Task instructions
All lines below are to be output exactly as they stand.

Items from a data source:
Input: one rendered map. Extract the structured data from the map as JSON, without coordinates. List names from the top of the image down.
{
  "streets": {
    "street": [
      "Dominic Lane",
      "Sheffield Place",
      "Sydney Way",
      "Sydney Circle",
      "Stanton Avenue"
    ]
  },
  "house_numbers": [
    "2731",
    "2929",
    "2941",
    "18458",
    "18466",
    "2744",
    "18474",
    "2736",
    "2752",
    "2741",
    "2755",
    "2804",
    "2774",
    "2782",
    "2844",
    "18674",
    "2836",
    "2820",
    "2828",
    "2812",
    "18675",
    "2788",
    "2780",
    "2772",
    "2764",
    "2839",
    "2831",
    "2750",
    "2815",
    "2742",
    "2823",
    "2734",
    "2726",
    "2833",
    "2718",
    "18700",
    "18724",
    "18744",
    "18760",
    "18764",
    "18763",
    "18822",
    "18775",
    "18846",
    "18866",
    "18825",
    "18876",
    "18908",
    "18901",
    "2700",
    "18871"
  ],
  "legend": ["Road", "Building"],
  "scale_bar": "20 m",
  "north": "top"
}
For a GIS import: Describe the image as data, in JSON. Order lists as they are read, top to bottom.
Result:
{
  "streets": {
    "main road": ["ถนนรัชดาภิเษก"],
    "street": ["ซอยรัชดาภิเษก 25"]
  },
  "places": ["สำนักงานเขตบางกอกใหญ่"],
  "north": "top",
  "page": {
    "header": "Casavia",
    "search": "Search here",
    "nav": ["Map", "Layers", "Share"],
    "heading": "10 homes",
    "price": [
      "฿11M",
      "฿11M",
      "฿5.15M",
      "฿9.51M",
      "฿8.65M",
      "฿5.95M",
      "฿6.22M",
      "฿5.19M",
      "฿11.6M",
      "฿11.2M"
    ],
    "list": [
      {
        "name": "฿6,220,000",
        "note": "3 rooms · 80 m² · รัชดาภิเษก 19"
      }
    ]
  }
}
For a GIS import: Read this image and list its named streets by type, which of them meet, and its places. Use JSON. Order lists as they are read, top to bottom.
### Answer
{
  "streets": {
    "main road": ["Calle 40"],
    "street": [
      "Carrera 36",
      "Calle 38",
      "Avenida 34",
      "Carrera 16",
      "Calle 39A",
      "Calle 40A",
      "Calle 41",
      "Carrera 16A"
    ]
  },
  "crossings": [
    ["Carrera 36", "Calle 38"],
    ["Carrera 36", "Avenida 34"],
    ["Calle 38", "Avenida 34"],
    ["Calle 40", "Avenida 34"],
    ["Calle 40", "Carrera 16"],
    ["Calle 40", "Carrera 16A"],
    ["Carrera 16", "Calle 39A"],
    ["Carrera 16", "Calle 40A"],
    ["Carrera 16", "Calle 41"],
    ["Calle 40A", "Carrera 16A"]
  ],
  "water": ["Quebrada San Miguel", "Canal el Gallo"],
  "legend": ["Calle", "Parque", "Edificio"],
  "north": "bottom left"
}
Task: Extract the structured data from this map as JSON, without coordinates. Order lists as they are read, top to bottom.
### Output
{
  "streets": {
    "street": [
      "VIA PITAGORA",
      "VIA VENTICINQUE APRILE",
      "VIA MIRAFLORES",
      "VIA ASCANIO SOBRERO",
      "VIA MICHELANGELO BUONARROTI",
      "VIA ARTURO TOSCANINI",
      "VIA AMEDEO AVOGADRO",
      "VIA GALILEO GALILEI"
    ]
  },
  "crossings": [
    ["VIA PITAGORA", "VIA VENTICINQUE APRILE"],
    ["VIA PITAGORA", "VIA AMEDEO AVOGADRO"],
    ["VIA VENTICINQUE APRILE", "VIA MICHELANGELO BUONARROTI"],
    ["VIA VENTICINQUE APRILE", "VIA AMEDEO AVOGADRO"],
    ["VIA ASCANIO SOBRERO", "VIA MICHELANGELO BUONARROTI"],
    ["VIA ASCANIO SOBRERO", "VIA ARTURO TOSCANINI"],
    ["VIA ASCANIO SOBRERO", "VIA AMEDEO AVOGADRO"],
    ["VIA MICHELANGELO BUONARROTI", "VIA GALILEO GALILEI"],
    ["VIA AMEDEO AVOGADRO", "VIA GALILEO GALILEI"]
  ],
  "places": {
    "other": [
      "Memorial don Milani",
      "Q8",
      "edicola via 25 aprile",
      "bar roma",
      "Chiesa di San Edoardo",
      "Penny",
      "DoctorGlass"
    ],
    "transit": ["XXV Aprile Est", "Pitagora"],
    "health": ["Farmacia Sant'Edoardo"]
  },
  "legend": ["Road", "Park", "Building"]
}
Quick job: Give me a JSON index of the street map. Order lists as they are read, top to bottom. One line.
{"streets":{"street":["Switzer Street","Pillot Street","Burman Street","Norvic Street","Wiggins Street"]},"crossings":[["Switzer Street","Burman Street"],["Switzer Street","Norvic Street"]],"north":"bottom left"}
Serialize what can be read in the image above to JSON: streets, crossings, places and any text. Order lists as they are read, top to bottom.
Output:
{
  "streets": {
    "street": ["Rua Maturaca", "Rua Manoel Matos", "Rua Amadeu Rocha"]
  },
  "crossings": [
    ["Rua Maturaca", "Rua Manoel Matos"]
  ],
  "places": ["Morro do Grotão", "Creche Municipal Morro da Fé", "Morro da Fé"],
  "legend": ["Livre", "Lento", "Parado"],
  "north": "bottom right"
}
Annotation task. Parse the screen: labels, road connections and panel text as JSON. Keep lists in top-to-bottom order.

Task answer
Input: one rendered map. Extract the structured data from the map as JSON, without coordinates. List names from the top of the image down.
{
  "streets": {
    "street": [
      "Dominic Lane",
      "Sheffield Place",
      "Sydney Way",
      "Sydney Circle",
      "Stanton Avenue"
    ]
  },
  "house_numbers": [
    "2731",
    "2929",
    "2941",
    "18458",
    "18466",
    "2744",
    "18474",
    "2736",
    "2752",
    "2741",
    "2755",
    "2804",
    "2774",
    "2782",
    "2844",
    "18674",
    "2836",
    "2820",
    "2828",
    "2812",
    "18675",
    "2788",
    "2780",
    "2772",
    "2764",
    "2839",
    "2831",
    "2750",
    "2815",
    "2742",
    "2823",
    "2734",
    "2726",
    "2833",
    "2718",
    "18700",
    "18724",
    "18744",
    "18760",
    "18764",
    "18763",
    "18822",
    "18775",
    "18846",
    "18866",
    "18825",
    "18876",
    "18908",
    "18901",
    "2700",
    "18871"
  ],
  "legend": ["Road", "Building"],
  "scale_bar": "20 m",
  "north": "top"
}
For a GIS import: Describe the image as data, in JSON. Order lists as they are read, top to bottom.
Result:
{
  "streets": {
    "main road": ["ถนนรัชดาภิเษก"],
    "street": ["ซอยรัชดาภิเษก 25"]
  },
  "places": ["สำนักงานเขตบางกอกใหญ่"],
  "north": "top",
  "page": {
    "header": "Casavia",
    "search": "Search here",
    "nav": ["Map", "Layers", "Share"],
    "heading": "10 homes",
    "price": [
      "฿11M",
      "฿11M",
      "฿5.15M",
      "฿9.51M",
      "฿8.65M",
      "฿5.95M",
      "฿6.22M",
      "฿5.19M",
      "฿11.6M",
      "฿11.2M"
    ],
    "list": [
      {
        "name": "฿6,220,000",
        "note": "3 rooms · 80 m² · รัชดาภิเษก 19"
      }
    ]
  }
}
For a GIS import: Read this image and list its named streets by type, which of them meet, and its places. Use JSON. Order lists as they are read, top to bottom.
### Answer
{
  "streets": {
    "main road": ["Calle 40"],
    "street": [
      "Carrera 36",
      "Calle 38",
      "Avenida 34",
      "Carrera 16",
      "Calle 39A",
      "Calle 40A",
      "Calle 41",
      "Carrera 16A"
    ]
  },
  "crossings": [
    ["Carrera 36", "Calle 38"],
    ["Carrera 36", "Avenida 34"],
    ["Calle 38", "Avenida 34"],
    ["Calle 40", "Avenida 34"],
    ["Calle 40", "Carrera 16"],
    ["Calle 40", "Carrera 16A"],
    ["Carrera 16", "Calle 39A"],
    ["Carrera 16", "Calle 40A"],
    ["Carrera 16", "Calle 41"],
    ["Calle 40A", "Carrera 16A"]
  ],
  "water": ["Quebrada San Miguel", "Canal el Gallo"],
  "legend": ["Calle", "Parque", "Edificio"],
  "north": "bottom left"
}
Task: Extract the structured data from this map as JSON, without coordinates. Order lists as they are read, top to bottom.
### Output
{
  "streets": {
    "street": [
      "VIA PITAGORA",
      "VIA VENTICINQUE APRILE",
      "VIA MIRAFLORES",
      "VIA ASCANIO SOBRERO",
      "VIA MICHELANGELO BUONARROTI",
      "VIA ARTURO TOSCANINI",
      "VIA AMEDEO AVOGADRO",
      "VIA GALILEO GALILEI"
    ]
  },
  "crossings": [
    ["VIA PITAGORA", "VIA VENTICINQUE APRILE"],
    ["VIA PITAGORA", "VIA AMEDEO AVOGADRO"],
    ["VIA VENTICINQUE APRILE", "VIA MICHELANGELO BUONARROTI"],
    ["VIA VENTICINQUE APRILE", "VIA AMEDEO AVOGADRO"],
    ["VIA ASCANIO SOBRERO", "VIA MICHELANGELO BUONARROTI"],
    ["VIA ASCANIO SOBRERO", "VIA ARTURO TOSCANINI"],
    ["VIA ASCANIO SOBRERO", "VIA AMEDEO AVOGADRO"],
    ["VIA MICHELANGELO BUONARROTI", "VIA GALILEO GALILEI"],
    ["VIA AMEDEO AVOGADRO", "VIA GALILEO GALILEI"]
  ],
  "places": {
    "other": [
      "Memorial don Milani",
      "Q8",
      "edicola via 25 aprile",
      "bar roma",
      "Chiesa di San Edoardo",
      "Penny",
      "DoctorGlass"
    ],
    "transit": ["XXV Aprile Est", "Pitagora"],
    "health": ["Farmacia Sant'Edoardo"]
  },
  "legend": ["Road", "Park", "Building"]
}
Quick job: Give me a JSON index of the street map. Order lists as they are read, top to bottom. One line.
{"streets":{"street":["Switzer Street","Pillot Street","Burman Street","Norvic Street","Wiggins Street"]},"crossings":[["Switzer Street","Burman Street"],["Switzer Street","Norvic Street"]],"north":"bottom left"}
Serialize what can be read in the image above to JSON: streets, crossings, places and any text. Order lists as they are read, top to bottom.
Output:
{
  "streets": {
    "street": ["Rua Maturaca", "Rua Manoel Matos", "Rua Amadeu Rocha"]
  },
  "crossings": [
    ["Rua Maturaca", "Rua Manoel Matos"]
  ],
  "places": ["Morro do Grotão", "Creche Municipal Morro da Fé", "Morro da Fé"],
  "legend": ["Livre", "Lento", "Parado"],
  "north": "bottom right"
}
Annotation task. Parse the screen: labels, road connections and panel text as JSON. Keep lists in top-to-bottom order.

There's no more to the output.